== Data for this exercise ==

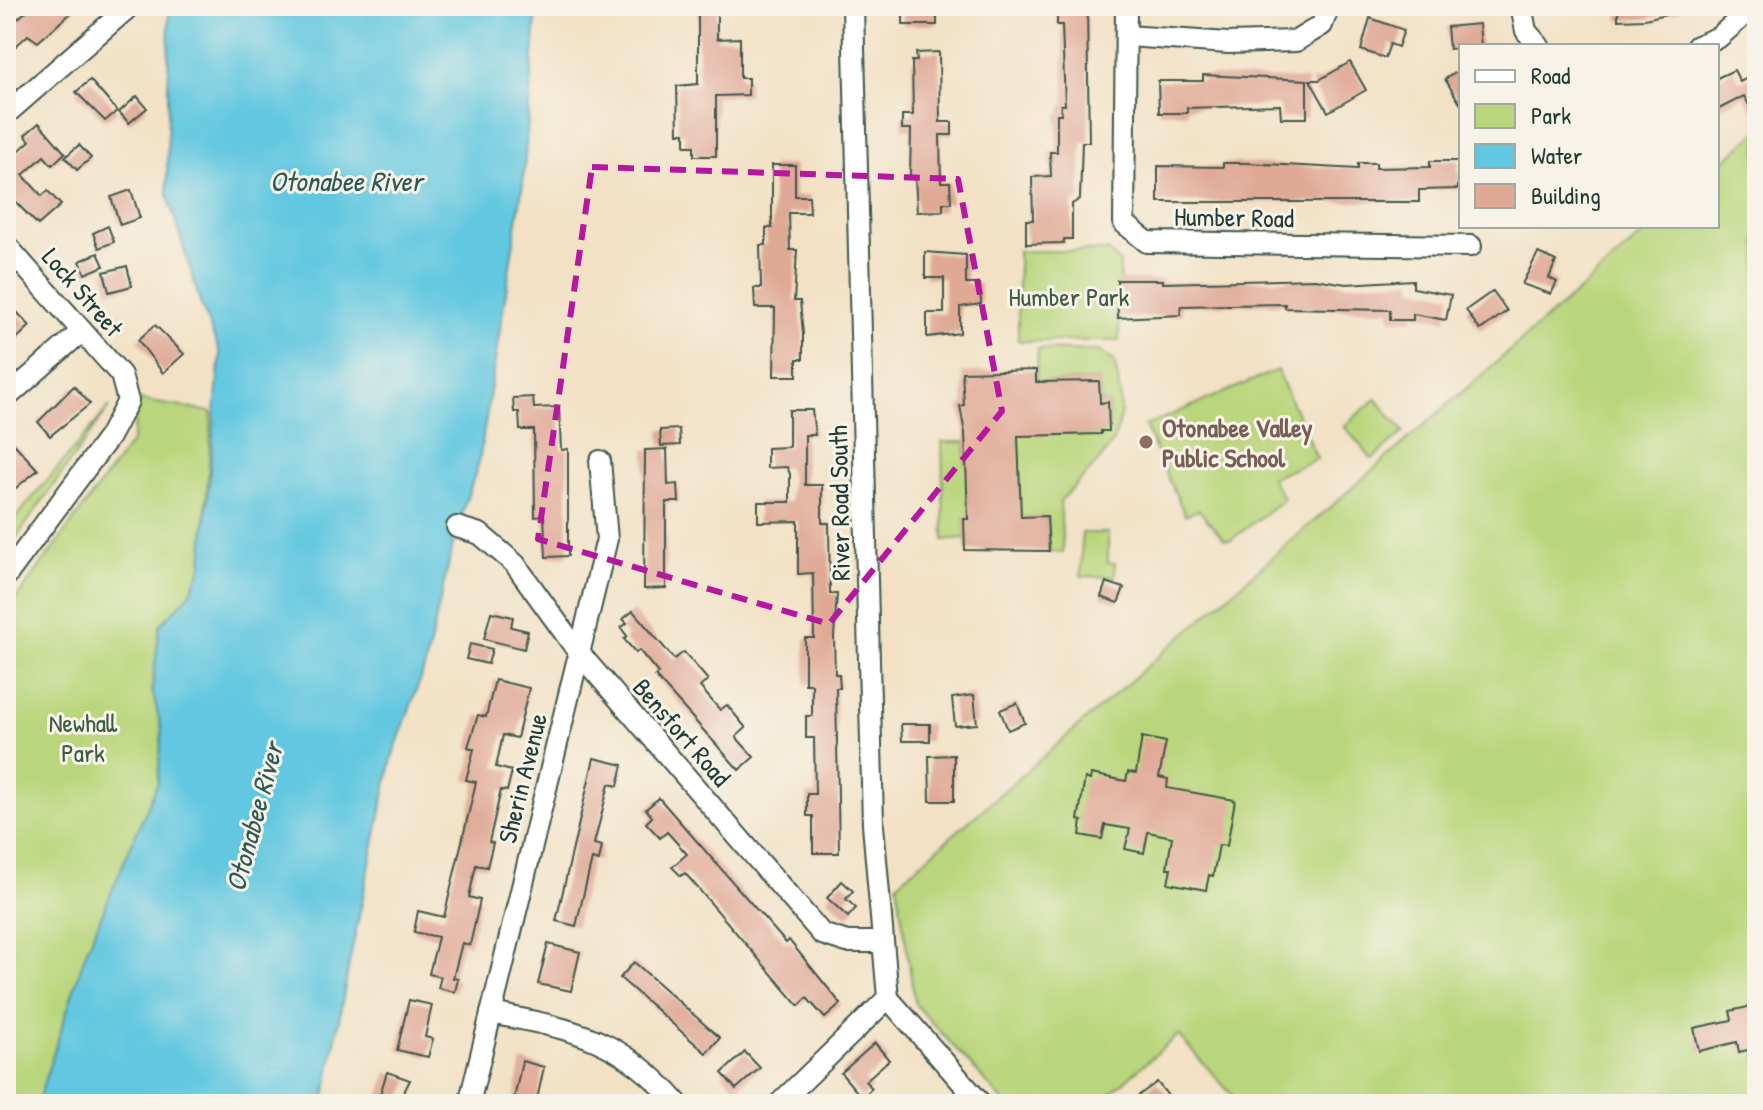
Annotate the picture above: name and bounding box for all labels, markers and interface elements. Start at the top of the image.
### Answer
legend [1459,44,1719,228]
text: Road [1531,59,1570,91]
text: Park [1531,99,1571,131]
text: Water [1531,139,1582,171]
water label: Otonabee River [270,162,425,200]
text: Building [1531,179,1601,211]
street label: Humber Road [1174,198,1294,236]
street label: Lock Street [35,240,132,345]
park label: Humber Park [1009,279,1130,314]
place label: Otonabee Valley Public School [1162,410,1313,475]
street label: River Road South [820,425,858,581]
marker: Otonabee Valley Public School [1137,433,1155,451]
street label: Bensfort Road [625,670,739,794]
park label: Newhall Park [49,705,118,770]
street label: Sherin Avenue [489,709,555,847]
water label: Otonabee River [216,735,293,896]

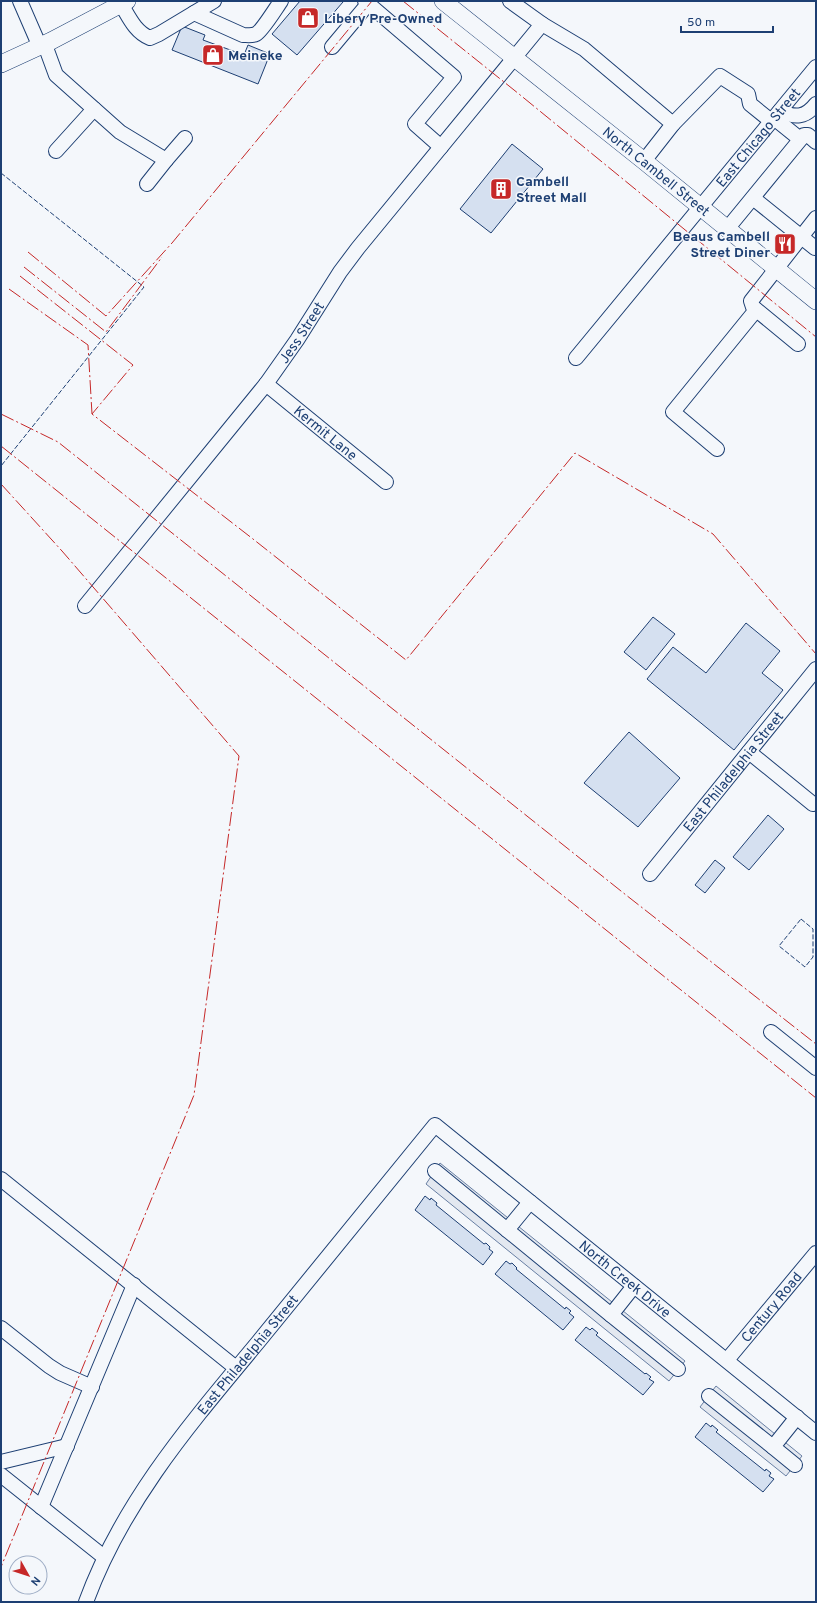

===

> [Task] All of the records above are to be printed exactly, with every picture omitted.

> [Task solution]
Annotate the picture above: name and bounding box for all labels, markers and interface elements. Start at the top of the image.
### Answer
legend [1459,44,1719,228]
text: Road [1531,59,1570,91]
text: Park [1531,99,1571,131]
text: Water [1531,139,1582,171]
water label: Otonabee River [270,162,425,200]
text: Building [1531,179,1601,211]
street label: Humber Road [1174,198,1294,236]
street label: Lock Street [35,240,132,345]
park label: Humber Park [1009,279,1130,314]
place label: Otonabee Valley Public School [1162,410,1313,475]
street label: River Road South [820,425,858,581]
marker: Otonabee Valley Public School [1137,433,1155,451]
street label: Bensfort Road [625,670,739,794]
park label: Newhall Park [49,705,118,770]
street label: Sherin Avenue [489,709,555,847]
water label: Otonabee River [216,735,293,896]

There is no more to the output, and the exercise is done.